We’ve known all too well the impact long expensive contracts can have on the club, particularly if a player falls out of favour or is consistently injured.

Tahith Chong is of the right sort of age to be offered a long-term deal and is almost certainly a much better bet than some of the crap that’s been negotiated under previous executives; however it is still a risk to the club and chip-pisser that I am, I want to be sure in my own mind that his contract is affordable to the club regardless of what happens with this takeover.

Practicality suggests that there has to have been some sort of agreement between the incumbent Blues board and the Richardson consortium as to what budget could be used, and that as such some sort of consensus has had to be reached on targets.

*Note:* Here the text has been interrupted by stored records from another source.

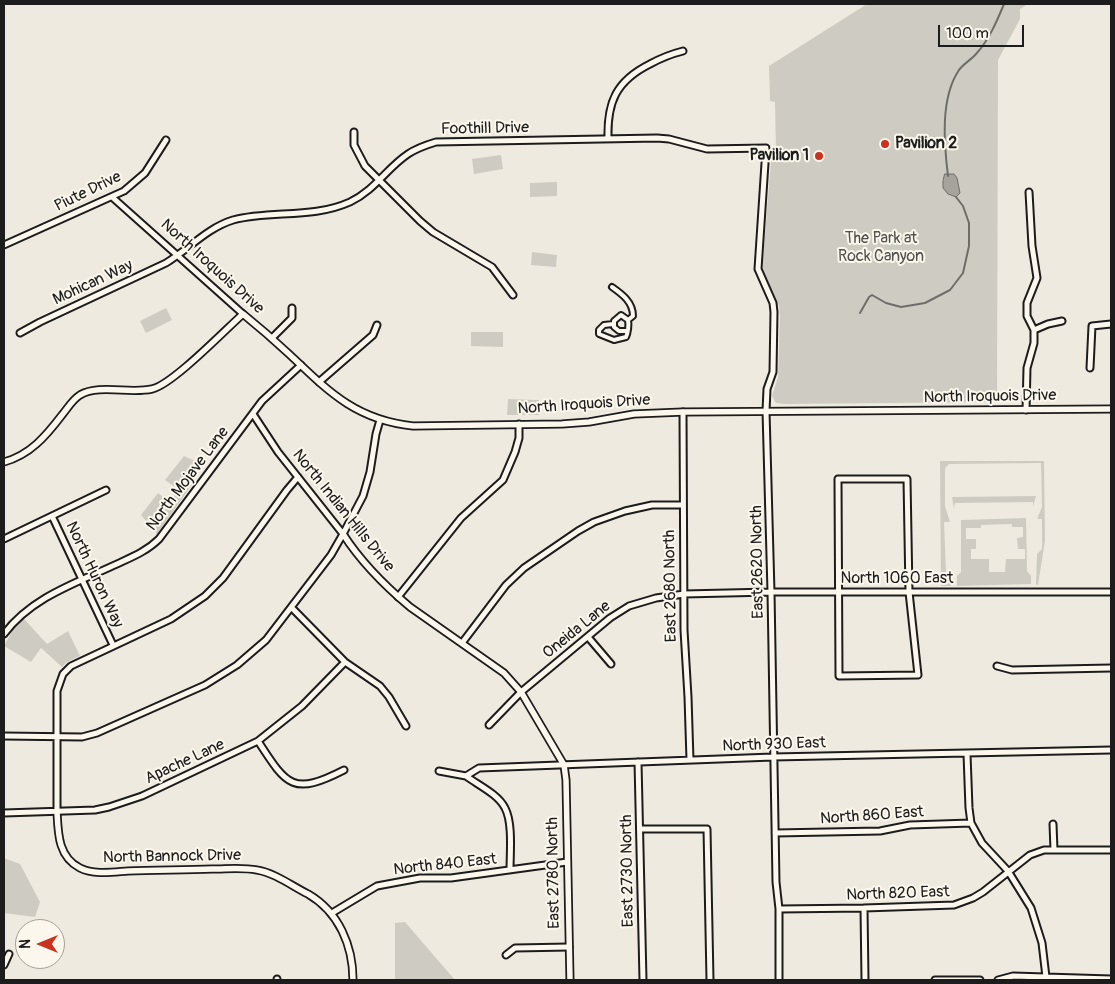 <!DOCTYPE html>
<style>
body{margin:0}
#map{position:relative;width:1115px;height:984px;overflow:hidden;background:#eeeadf;font-family:Pangolin,sans-serif}
canvas{display:block}
.frame{position:absolute;inset:0;border:5px solid #1c1c1c;pointer-events:none}
.north{position:absolute;left:15px;top:919px;width:50px;height:50px;box-sizing:border-box;background:#fbf7ec;border:1px solid #a29f99;border-radius:50%;rotate:270deg;font-size:14px;font-weight:700;line-height:20px;text-align:center;color:#1c1c1c}
.north::after{content:'';display:block;margin:auto;width:18px;height:22px;background:#c8321e;clip-path:polygon(50% 0,100% 100%,50% 72%,0 100%)}
.scale{position:absolute;left:938px;top:25px;width:86px;height:22px;box-sizing:border-box;border:2px solid #1c1c1c;border-top:0;padding-left:6px;font-size:15px;line-height:18px;white-space:nowrap;color:#1c1c1c;-webkit-text-stroke:4px #fbf7ec;paint-order:stroke}
</style>
<div id="map">
<canvas width="1115" height="984"></canvas>
<div class="frame"></div>
<div class="north">N</div>
<div class="scale">100 m</div>
</div>
<script>
const g = document.querySelector('canvas').getContext('2d');
g.lineJoin = 'round';
function fillPath(path, color) {
  g.fillStyle = color;
  g.fill(path, 'evenodd');
}
function stroke(path, color, width, dash) {
  g.strokeStyle = color;
  g.lineWidth = width;
  g.lineCap = dash ? 'butt' : 'round';
  g.setLineDash(dash || []);
  g.stroke(path);
}
function label(font, color, halo, rows, align = 'center') {
  g.font = font + ' Pangolin,sans-serif';
  g.lineWidth = 4;
  g.setLineDash([]);
  g.textBaseline = 'middle';
  g.strokeStyle = halo;
  g.fillStyle = color;
  for (const [text, x, y, turn = 0] of rows) {
    g.save();
    g.translate(x, y);
    g.rotate((+turn || 0) * Math.PI / 180);
    g.textAlign = isNaN(turn) ? turn : align;
    if (halo) g.strokeText(text, 0, 0);
    g.fillText(text, 0, 0);
    g.restore();
  }
}
fillPath(new Path2D(`
 M867,4H1028L1020,9V19L998,60L997,402L784,404L776,403L772,396L778,377L780,316L779,306L764,278L762,271L771,161L776,155L775,102L770,101L769,66Z
 M501,155L503,169L474,174L472,159Z
 M557,182V196L530,197V183Z
 M532,252L557,255L556,267L531,265Z
 M166,308L172,320L146,333L140,321Z
 M471,332H503V347L471,346Z
 M508,399L539,400V415H507Z
 M184,456L195,461L196,479L157,534L141,515L158,493L167,500L175,495V487L165,480Z
 M940,461H1044L1045,541L1038,585L1036,584L1037,554L1042,549V519H1037L1042,507L1041,463L949,464L945,468V506L950,522H944L946,573L951,577V586H941Z
 M1036,496L1033,507V502L955,503L954,509L952,497Z
 M1026,518L1027,571L1031,576V584L957,586V576L961,572V520ZM1012,524V527H1023V537L1017,538L1018,549H1025V559H1006L1005,572H989V559H971V549H976V539H966V528H981V525Z
 M24,619L47,644L68,631L80,656L67,662L62,667L41,648L31,662L4,646L14,628Z
 M4,858L20,864L40,902L35,917L4,913Z
 M405,922L455,980H395V923Z`), '#ceccc2');
const water = new Path2D(`
 M945,174H954L957,178L960,193L956,197L948,194L943,188V181Z`);
fillPath(water, '#a6a39d');
stroke(water, '#6f6d69', 1);
stroke(new Path2D(`
 M948,176C944,144 940,98 959,70C963,64 971,60 976,54C989,40 997,21 1004,4
 M860,313L869,297L872,295L886,303L901,307L925,303L950,290L963,273L969,246V223L963,206L956,197`), '#6f6d69', 2);
const pedestrian = new Path2D(`
 M612,287C622,294 633,302 633,316L628,320
 M613,324L604,325L599,330V334L614,340L626,337C628,333 629,325 628,320L621,315L614,321V327L619,331H626`);
const minor = new Path2D(`
 M354,132V145L365,166L420,221L433,232L492,267L513,295
 M608,139C607,102 616,81 650,64C661,58 671,54 683,51
 M112,197L243,314
 M4,245L124,191L145,173L166,140
 M1034,330L1048,324L1062,321
 M20,333L40,322L166,263C189,249 207,228 233,220C272,210 312,219 350,202C375,190 387,168 408,154C417,148 426,145 436,142L657,138L669,139L707,149L766,148L758,269L773,303L774,312L773,372L767,389L766,411L771,592L776,882L779,909V980
 M272,338L292,318V308
 M1090,368L1092,326L1111,324
 M319,382L373,335L377,325
 M1026,410L1027,368L1034,343V330L1027,316V303L1037,278L1032,246L1029,192
 M683,412L684,630L688,697L690,760
 M253,414L278,452L343,534
 M838,479H907L909,592L918,675L839,676Z
 M52,516L113,645
 M4,539L106,490
 M398,597L461,518L503,480L515,452L519,438V424
 M292,608L345,662L380,686L389,697L406,726
 M4,634C32,597 76,583 117,564C132,557 147,551 159,539L262,401L301,365
 M588,637L611,664
 M462,643L506,585L524,568L578,531L594,522L625,511L652,505H683
 M997,666L1012,670L1111,668
 M489,725L521,692L610,618L629,606L656,598L684,594L771,592H1111
 M4,736L82,737L97,733L205,685L237,665L266,640L331,555L343,534L363,496L370,472L376,434L380,420
 M258,741C287,786 293,796 344,770
 M967,754L969,808L971,823L982,843L1008,871L1031,908L1042,943L1046,977
 M638,762L643,980
 M439,771L466,776L479,768L773,757L1111,750
 M466,776C478,785 498,794 505,808C513,823 510,853 510,870
 M57,811V691L63,674L71,666L171,619L205,596L223,578L287,490L298,477
 M4,813L95,810L109,807L142,796L258,741L302,706L345,662
 M1053,824L1054,850
 M640,829H707L710,980
 M775,833L880,831L910,825L971,823
 M864,908L865,980
 M779,909L864,908L954,905L973,898L983,892L1030,855L1044,850H1111
 M332,913L377,886L420,878H451L567,862
 M506,955L515,948L569,947
 M4,965L9,954
 M277,980V979
 M935,980H980
 M998,980L1013,976L1111,979`);
const tertiary = new Path2D(`
 M4,462C30,455 46,436 62,415C68,408 72,400 80,395C99,384 130,394 152,389C172,385 225,330 243,314C259,327 274,340 289,354C329,392 356,420 413,426L562,424L589,422L634,414L683,412L1111,409
 M343,534C361,562 385,586 410,607L504,673L521,692L564,765L566,780L570,980
 M57,811C58,833 58,857 80,868C94,875 113,872 128,871C156,870 184,870 212,869C227,869 242,867 257,870C275,873 292,886 308,894C339,912 353,946 353,980`);
stroke(pedestrian, '#1c1c1c', 8);
stroke(minor, '#1c1c1c', 9);
stroke(tertiary, '#1c1c1c', 9);
stroke(pedestrian, '#fbf7ec', 4);
stroke(minor, '#fbf7ec', 5);
stroke(tertiary, '#fbf7ec', 5.5);
for (const [x, y, r, color] of [
 [885,144,5,"#c8321e"],
 [819,156,5,"#c8321e"]
]) {
  const dot = new Path2D();
  dot.arc(x, y, r, 0, 2 * Math.PI);
  g.fillStyle = color;
  g.fill(dot);
  stroke(dot, '#fbf7ec', 2);
}
label('16px', '#1c1c1c', '#fbf7ec', [
 ["Foothill Drive",485,129,-1],
 ["Piute Drive",88,192,-26],
 ["North Iroquois Drive",212,267,42],
 ["Mohican Way",93,283,-25],
 ["North Iroquois Drive",990,397,-1],
 ["North Iroquois Drive",584,405,-4],
 ["North Mojave Lane",188,479,-53],
 ["North Indian Hills Drive",343,511,51],
 ["East 2620 North",758,562,-91],
 ["North Huron Way",94,575,65],
 ["North 1060 East",897,579],
 ["East 2680 North",671,586,-91],
 ["Oneida Lane",577,630,-39],
 ["North 930 East",774,745,-2],
 ["Apache Lane",185,762,-25],
 ["North 860 East",872,816,-4],
 ["North Bannock Drive",172,857,-1],
 ["North 840 East",445,865,-6],
 ["East 2730 North",628,871,-91],
 ["East 2780 North",554,873,-91],
 ["North 820 East",898,894,-2]
]);
label('bold 16px', '#1c1c1c', '#fbf7ec', [
 ["Pavilion 2",895,144],
 ["Pavilion 1",809,156,"right"]
], 'left');
label('16px', '#51514e', '#fbf7ec', [
 ["The Park at",881,239],
 ["Rock Canyon",881,257]
]);
</script>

I think this is why so little money has been spent this window on transfer fees; the rumour is that even Chong’s fee is deferred to the end of the season but I’ve not got any proof that the rumour is true.

We should also take note that while players have come in, wages have been saved throughout this window by selling and loaning out players which might have allowed some wiggle room without additional funds being spent.

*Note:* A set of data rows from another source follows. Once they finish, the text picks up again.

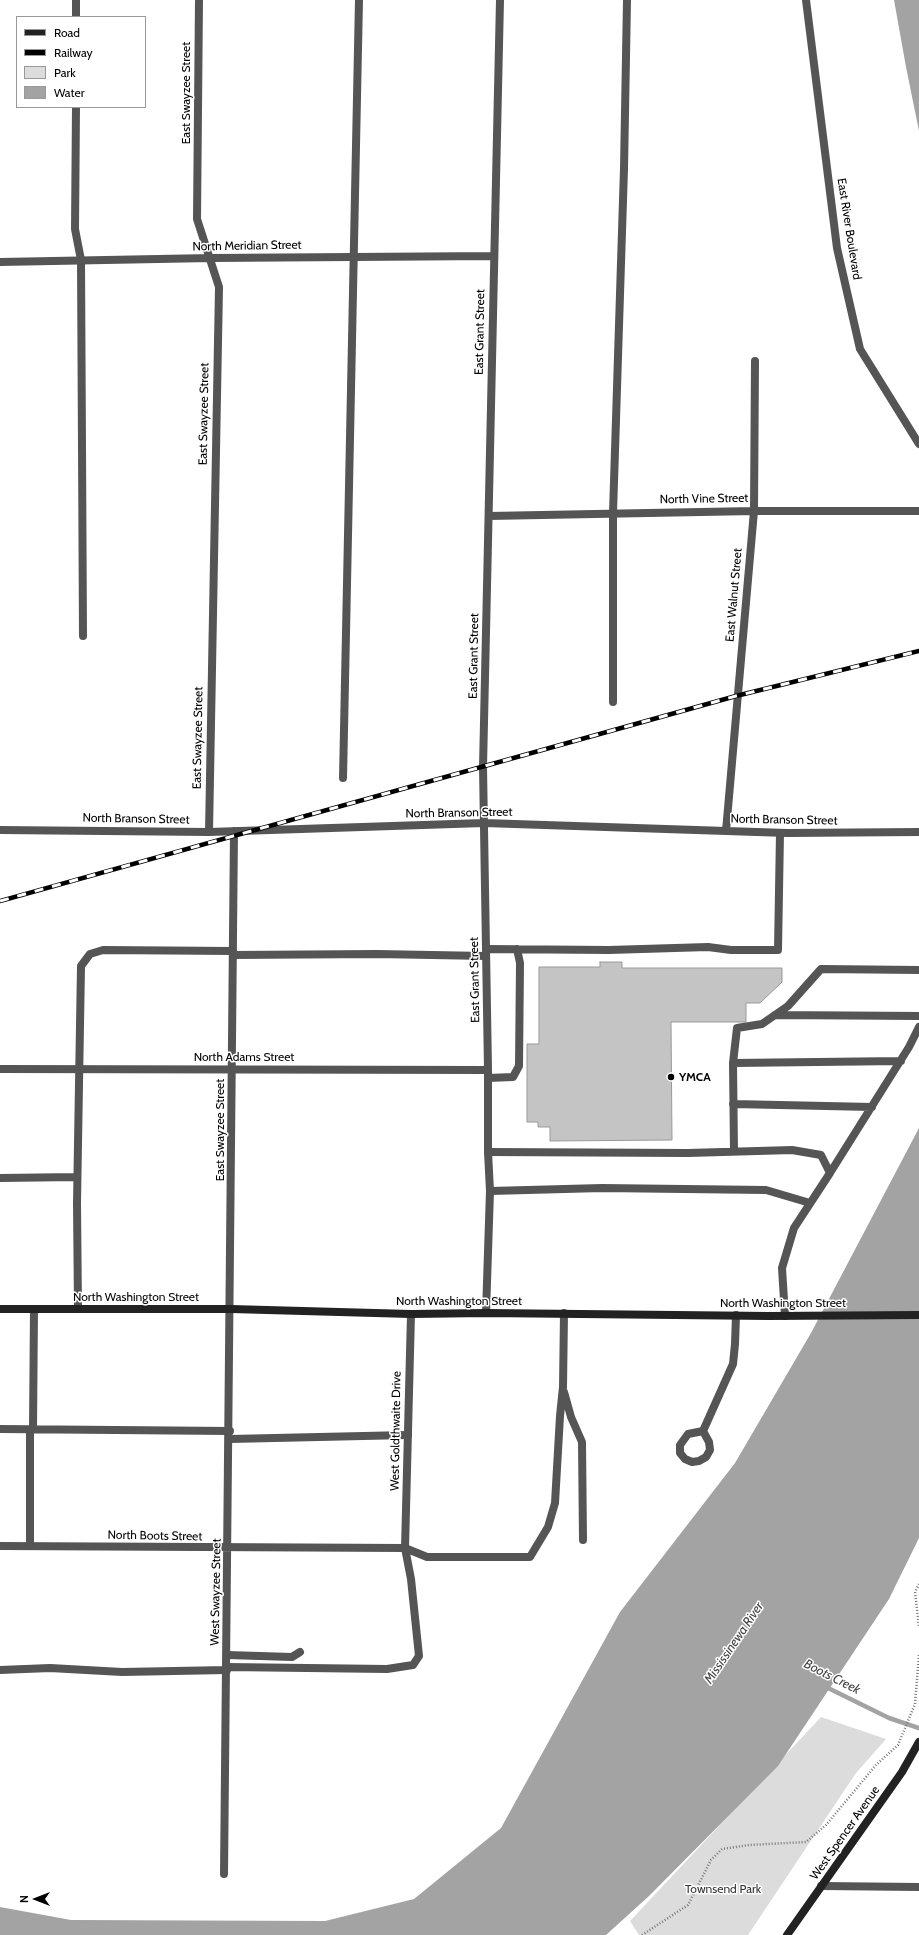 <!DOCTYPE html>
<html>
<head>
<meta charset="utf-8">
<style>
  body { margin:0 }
  #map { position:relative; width:919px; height:1935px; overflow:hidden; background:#fff; font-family:Cabin,sans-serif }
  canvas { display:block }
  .legend { position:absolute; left:16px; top:16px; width:130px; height:92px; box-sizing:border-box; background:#fff; border:1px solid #999; margin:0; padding:5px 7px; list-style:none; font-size:12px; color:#000 }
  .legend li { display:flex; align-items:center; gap:8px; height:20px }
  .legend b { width:20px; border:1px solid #999 }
  .north { position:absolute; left:16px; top:1879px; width:40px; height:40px; -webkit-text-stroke:3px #fff; paint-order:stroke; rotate:270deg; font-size:11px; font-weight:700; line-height:16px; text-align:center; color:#000 }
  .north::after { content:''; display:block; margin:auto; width:14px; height:18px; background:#000; clip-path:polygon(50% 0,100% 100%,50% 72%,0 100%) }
</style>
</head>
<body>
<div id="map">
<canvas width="919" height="1935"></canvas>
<ul class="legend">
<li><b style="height:5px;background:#222"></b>Road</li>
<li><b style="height:5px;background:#000"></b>Railway</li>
<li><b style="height:11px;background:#dcdcdc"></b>Park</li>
<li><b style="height:11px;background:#a3a3a3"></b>Water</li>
</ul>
<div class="north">N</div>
</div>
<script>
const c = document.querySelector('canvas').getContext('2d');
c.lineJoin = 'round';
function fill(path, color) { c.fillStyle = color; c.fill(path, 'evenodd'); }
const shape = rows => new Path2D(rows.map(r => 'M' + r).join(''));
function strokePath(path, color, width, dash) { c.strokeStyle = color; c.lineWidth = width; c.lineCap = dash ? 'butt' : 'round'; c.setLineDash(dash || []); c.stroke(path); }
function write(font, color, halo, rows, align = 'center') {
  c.font = font + ' Cabin,sans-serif'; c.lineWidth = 3; c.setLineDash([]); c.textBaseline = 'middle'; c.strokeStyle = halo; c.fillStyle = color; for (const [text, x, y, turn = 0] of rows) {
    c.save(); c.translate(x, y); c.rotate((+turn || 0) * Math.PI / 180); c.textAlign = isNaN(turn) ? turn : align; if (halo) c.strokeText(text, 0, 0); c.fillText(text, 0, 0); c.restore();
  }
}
const green = shape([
  [821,1717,886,1739,856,1773,748,1935,639,1935,630,1921]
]);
const water = shape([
  [894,0,919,0,919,131,906,67],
  [919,1128,919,1538,889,1599,778,1766,649,1896,606,1935,0,1935,0,1907,71,1920,325,1921,414,1899,501,1828,620,1612,735,1463,811,1333]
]);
const stream = shape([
  [826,1687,889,1718,919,1728]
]);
const building = shape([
  [600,962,622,962,622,968,782,968,782,982,760,1003,746,1003,746,1022,671,1022,672,1140,550,1141,550,1127,538,1127,538,1122,527,1122,527,1044,539,1044,539,967,600,967,600,962]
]);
const path = shape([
  [919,1584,915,1592,919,1627],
  [642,1935,688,1905,711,1860,722,1849,749,1845,806,1842,826,1825,876,1765,898,1745,915,1704,919,1655]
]);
const lane = shape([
  [76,17,76,0],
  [76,107,75,229,81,260,83,636],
  [613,702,613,513,624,169,627,0],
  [343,778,359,0],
  [486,949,609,950,708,947,731,950,778,950,780,833],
  [233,955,377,954,486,956],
  [775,1015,919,1016],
  [733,1063,901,1061],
  [488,1078,513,1077,519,1066,520,963,517,949],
  [733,1104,872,1107],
  [734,1151,733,1063,737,1028,762,1024,788,1006,821,969,919,970],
  [488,1152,688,1153,792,1150,821,1155,830,1173,794,1228,782,1268,785,1316],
  [830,1173,909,1047,919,1027],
  [0,1178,77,1177],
  [490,1191,602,1188,766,1190,810,1203],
  [78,1309,77,1203,81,966,90,954,103,950,233,951],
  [564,1392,571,1417,582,1442,583,1540],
  [0,1429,230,1431],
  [30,1429,30,1546],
  [33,1429,34,1309],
  [703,1431,709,1442,710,1450,706,1457,699,1461,692,1462,685,1459,680,1453,680,1445,688,1434,703,1431,733,1364,735,1344,736,1315],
  [230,1439,408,1435],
  [405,1548,427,1557,530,1557,548,1527,555,1503,560,1416,563,1387,564,1313],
  [227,1655,292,1657,300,1652],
  [227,1667,387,1669,413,1665,419,1656,411,1579,405,1548],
  [0,1670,50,1668,122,1672,227,1670],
  [821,1886,919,1887]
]);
const street = shape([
  [199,0,197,219,219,287,209,832],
  [806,0,837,248,860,349,919,444],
  [0,262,211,258,493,256],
  [489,516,754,511,919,511],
  [0,830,209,832,484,823,787,833,919,832],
  [726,831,754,511,755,361],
  [0,1069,488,1070],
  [486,1313,490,1191,488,1152,488,1070,483,767,500,0],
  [0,1546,405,1548,411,1314],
  [224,1874,234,831]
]);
const secondary = shape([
  [0,1309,231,1309,411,1314,486,1313,769,1316,919,1315],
  [787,1935,902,1772,919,1742]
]);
const rail = shape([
  [0,901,736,696,919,651]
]);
const markers = [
  [671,1077,4,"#000"]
];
const streetNames = [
  ["East Swayzee Street",186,93,-90],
  ["East River Boulevard",849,229,81],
  ["North Meridian Street",247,246,-1],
  ["East Grant Street",480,332,-89],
  ["East Swayzee Street",204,414,-89],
  ["North Vine Street",704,499,-1],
  ["East Walnut Street",734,595,-85],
  ["East Grant Street",474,656,-89],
  ["East Swayzee Street",198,738,-89],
  ["North Branson Street",459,813,-1],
  ["North Branson Street",136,819,1],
  ["North Branson Street",784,820,1],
  ["East Grant Street",475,980,-91],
  ["North Adams Street",244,1057],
  ["East Swayzee Street",220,1130,-90],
  ["North Washington Street",136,1297],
  ["North Washington Street",459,1301],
  ["North Washington Street",783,1303],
  ["West Goldthwaite Drive",396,1431,-89],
  ["North Boots Street",155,1536,1],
  ["West Swayzee Street",216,1592,-89],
  ["West Spencer Avenue",845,1833,-55]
];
const poiNames = [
  ["YMCA",679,1077]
];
const parkNames = [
  ["Townsend Park",723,1889]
];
const waterNames = [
  ["Mississinewa River",734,1643,-56],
  ["Boots Creek",832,1677,27]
];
fill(green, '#dcdcdc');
fill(water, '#a3a3a3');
strokePath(stream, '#a3a3a3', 4.5);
fill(building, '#c4c4c4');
strokePath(building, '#999', 1);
strokePath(path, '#777', 2.5, [1, 2]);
strokePath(lane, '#555', 8);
strokePath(street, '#555', 8);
strokePath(secondary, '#222', 8);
strokePath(rail, '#000', 4.5);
strokePath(rail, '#fff', 3, [9]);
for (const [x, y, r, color] of markers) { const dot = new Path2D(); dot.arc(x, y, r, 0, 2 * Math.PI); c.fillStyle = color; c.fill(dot); strokePath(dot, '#fff', 1.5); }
write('12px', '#000', '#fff', streetNames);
write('bold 12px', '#000', '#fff', poiNames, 'left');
write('12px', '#333', '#fff', parkNames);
write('italic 13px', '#444', '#fff', waterNames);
</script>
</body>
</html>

All of this leaves us scratching our heads trying to work out just how much investment is available from the Richardson consortium going forward, which in turn I think leaves some fans wary that this proposed takeover might be a frying pan to fire situation.

The next month I think is going to be telling; no more money can be raised from transfers and loans which means whoever is paying the bills next month has to have the cash to hand.

If everything goes swimmingly and the takeover is approved in September, I think even the cynics out there have to accept in the short term everything is okay.

Should it drag on longer, then the question will surely enter the minds of Richardson and co – how much more cash do they put in without a guarantee that they have a club of their own at the end of it all?